FCC Examines Verizon's Doubling of Early Termination Fees - PC World Business Center
Good post but it belongs in the Verizon carrier forum. Moved.
Last time I checked, you have to agree to the terms of the contract and then sign it (electronically now).
So what's the issue, if you don't agree, don't sign. What is there to investigate, they aren't doing this to existing contracts, only when people upgrade into new smartphones/data devices.
Don't like it, don't buy it, don't sign it. Pay full retail. Oh, btw, paying the full retail price for those devices, that'll be about the same as the ETF, Verizon can conduct and dictate the terms of their contracts however they see fit, last time I checked.
So what's the hoopla for?
Don't want to pay a high ETF, don't sign a contract and then cancel it after you buy a $500 device for $200.
I agree with the FCC...this was just a way for them to earn way more money. I mean if they just wanted to make up for the cost of the phone they could have had it where at month 23 you only had a little left to pay off.
I agree, you know what the terms are so if you don't want to sign; don't. by the way, you do have an alternative. For about $30 more at beginning of contract, you can opt for a one year deal. Most anyone can stand the phone for one year.
Good point. I also agree with DankyDroid. Why does everyone need the government to look over their shoulder all the time? Why not take some responsibility for what you put your signature to?
I'll start by saying that if you don't like the terms of a contract, don't sign it. If you do sign it, live with the terms. However...
If an ETF is exclusively about recovering the cost of the carrier subsidy for a device, the ETF would be prorated, and could vary on a per-device basis. Although ETFs are often reduced over time, they are not "prorated". Strictly speaking, a prorated ETF would be reduced an equal amount each month, with the reduction in the final month resulting in an ETF of $0.

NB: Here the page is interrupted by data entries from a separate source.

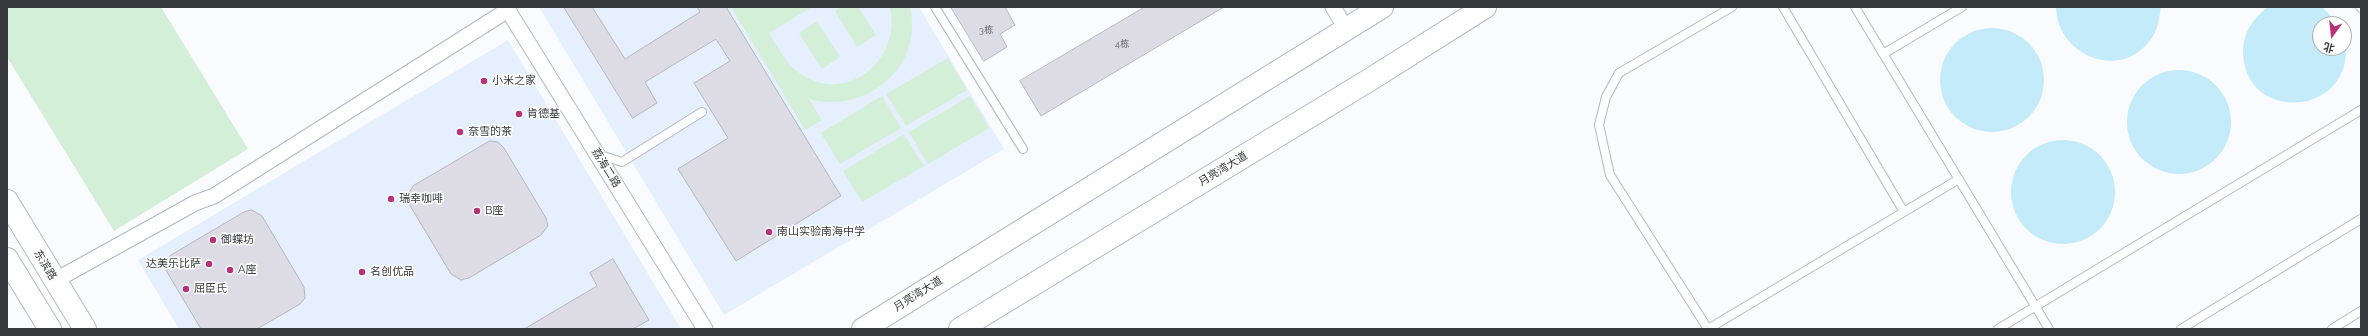 <!DOCTYPE html>
<html>
<head>
<meta charset="utf-8">
<style>
	body { margin:0 }
	#map { position:relative; width:2368px; height:336px; overflow:hidden; background:#f9fbfe; font-family:Raleway,"Noto Sans SC",sans-serif }
	canvas { display:block }
	.frame { position:absolute; inset:0; border:8px solid #37393c; pointer-events:none }
	.north { position:absolute; left:2312px; top:16px; width:40px; height:40px; box-sizing:border-box; background:#fff; border:1px solid #afb0b1; border-radius:50%; rotate:195deg; font-size:11px; font-weight:700; line-height:16px; text-align:center; color:#37393c }
	.north::after { content:''; display:block; margin:auto; width:14px; height:18px; background:#b73379; clip-path:polygon(50% 0,100% 100%,50% 72%,0 100%) }
</style>
</head>
<body>
<div id="map">
<canvas width="2368" height="336"></canvas>
<div class="frame"></div>
<div class="north">北</div>
</div>
<script>
const c = document.querySelector('canvas').getContext('2d');
c.lineJoin = 'round';
function fill(path, color) {
  c.fillStyle = color;
  c.fill(path, 'evenodd');
}
function stroke(path, color, width, dash) {
  c.strokeStyle = color;
  c.lineWidth = width;
  c.lineCap = dash ? 'butt' : 'round';
  c.setLineDash(dash || []);
  c.stroke(path);
}
function write(font, color, halo, rows, align = 'center') {
  c.font = font + ' Raleway,"Noto Sans SC",sans-serif';
  c.lineWidth = 3;
  c.setLineDash([]);
  c.textBaseline = 'middle';
  c.strokeStyle = halo;
  c.fillStyle = color;
  for (const [text, x, y, turn = 0] of rows) {
    c.save();
    c.translate(x, y);
    c.rotate((+turn || 0) * Math.PI / 180);
    c.textAlign = isNaN(turn) ? turn : align;
    if (halo) c.strokeText(text, 0, 0);
    c.fillText(text, 0, 0);
    c.restore();
  }
}
const built = new Path2D(`
	M539,7H919L1004,149L724,315Z
	M508,40L681,329H179L138,260Z`);
const green = new Path2D(`
	M7,7H161L248,149L114,231L7,57Z
	M731,7H812L769,33C777,46 785,62 798,72C845,107 902,61 890,7H910C924,67 866,115 809,99L822,120L805,130Z
	M841,7H858L876,35L857,47L835,11Z
	M817,21L840,57L822,69L799,33Z
	M948,58L967,90L906,126L886,94Z
	M882,96L901,128L840,164L821,133Z
	M970,96L989,128L928,164L909,132Z
	M904,134L924,166L862,202L843,171Z`);
const water = new Path2D(`
	M2056,7H2161C2159,19 2158,30 2151,39C2121,82 2057,56 2056,7Z
	M2268,7H2322L2339,24H2320V48H2344V33C2363,117 2244,127 2243,52C2243,33 2253,18 2268,7Z
	M1940 80a52 52 0 1 1 104 0a52 52 0 1 1-104 0Z
	M2127 122a52 52 0 1 1 104 0a52 52 0 1 1-104 0Z
	M2011 192a52 52 0 1 1 104 0a52 52 0 1 1-104 0Z`);
const building = new Path2D(`
	M564,7H592L625,59L700,12L697,7H726L841,196L736,261L678,169L728,138L694,83L730,61L716,39L645,82L657,103L633,118Z
	M951,7H1005L1015,25L1000,34L1007,47L984,61Z
	M1145,7H1224L1041,116L1020,81Z
	M490,141L498,142L504,148L546,218L548,226L541,235L469,278L461,280L451,274L409,204L407,196L413,186Z
	M252,210L262,216L304,287L305,298L300,304L257,329H201L167,272L166,261L171,255L244,212Z
	M613,259L649,320L633,329H524L597,286L590,273Z`);
const service = new Path2D(`
	M935,7L1023,149
	M1783,7L1904,212
	M1855,7L2049,329
	M2360,7L2361,8
	M1883,54L1962,7
	M597,154L622,162L702,112
	M1708,329L1610,175L1599,125L1606,97L1619,73L1732,7
	M1708,329L1959,179
	M1998,329L2361,110
	M2181,329L2361,219
	M2332,329L2361,311`);
const minor = new Path2D(`
	M506,7L705,329
	M1333,7L1346,29
	M54,281L195,203L214,196L508,10`);
const primary = new Path2D(`
	M7,201L85,329
	M7,259L50,329
	M863,329L1382,7
	M960,329L1371,79L1485,7`);
const markers = [
	[484,81,4,"#b73379"],
	[519,114,4,"#b73379"],
	[460,132,4,"#b73379"],
	[391,199,4,"#b73379"],
	[477,211,4,"#b73379"],
	[769,232,4,"#b73379"],
	[213,240,4,"#b73379"],
	[209,264,4,"#b73379"],
	[230,270,4,"#b73379"],
	[362,272,4,"#b73379"],
	[186,289,4,"#b73379"]
];
const numberNames = [
	["3栋",986,30],
	["4栋",1122,44]
];
const poiNames = [
	["小米之家",492,81],
	["肯德基",527,114],
	["奈雪的茶",468,132],
	["瑞幸咖啡",399,199],
	["B座",485,211],
	["南山实验南海中学",777,232],
	["御蝶坊",221,240],
	["达美乐比萨",201,264,"right"],
	["A座",238,270],
	["名创优品",370,272],
	["屈臣氏",194,289]
];
const streetNames = [
	["荔海二路",606,168,58],
	["月亮湾大道",1223,169,-31],
	["东滨路",45,265,59],
	["月亮湾大道",918,294,-32]
];
fill(built, '#e5effd');
fill(green, '#d4efd8');
fill(water, '#c4ebfa');
fill(building, '#dddce4');
stroke(building, '#b8b7bf', 1);
stroke(service, '#b4b8bf', 10);
stroke(minor, '#b4b8bf', 17);
stroke(primary, '#b4b8bf', 24);
stroke(service, '#fff', 8);
stroke(minor, '#fff', 15);
stroke(primary, '#fff', 22);
for (const [x, y, r, color] of markers) {
  const dot = new Path2D();
  dot.arc(x, y, r, 0, 2 * Math.PI);
  c.fillStyle = color;
  c.fill(dot);
  stroke(dot, '#fff', 1.5);
}
write('9px', '#606266', null, numberNames);
write('11px', '#37393c', '#fff', poiNames, 'left');
write('11px', '#37393c', '#fff', streetNames);
</script>
</body>
</html>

Additionally, when a device is purchased at full retail price, there is no subsidy to recover, and monthly recurring charge would then be reduced so that the savings over a typical contract term would equal the subsidy that the consumer chose not to accept in the first place.
In Verizon's defense, I think the device-specific ETFs would unreasonably complicate the decision making process for many consumers. This could be avoided by subsidizing all devices within a given class (i.e. advanced devices vs. "regular" devices) an equal amount, and set contract pricing on devices accordingly. They might already be doing something like this, but I doubt the contract price plus the subsidy equals the retail price in all cases.
I'll end where I started - if you don't like the contract terms, don't sign the contract.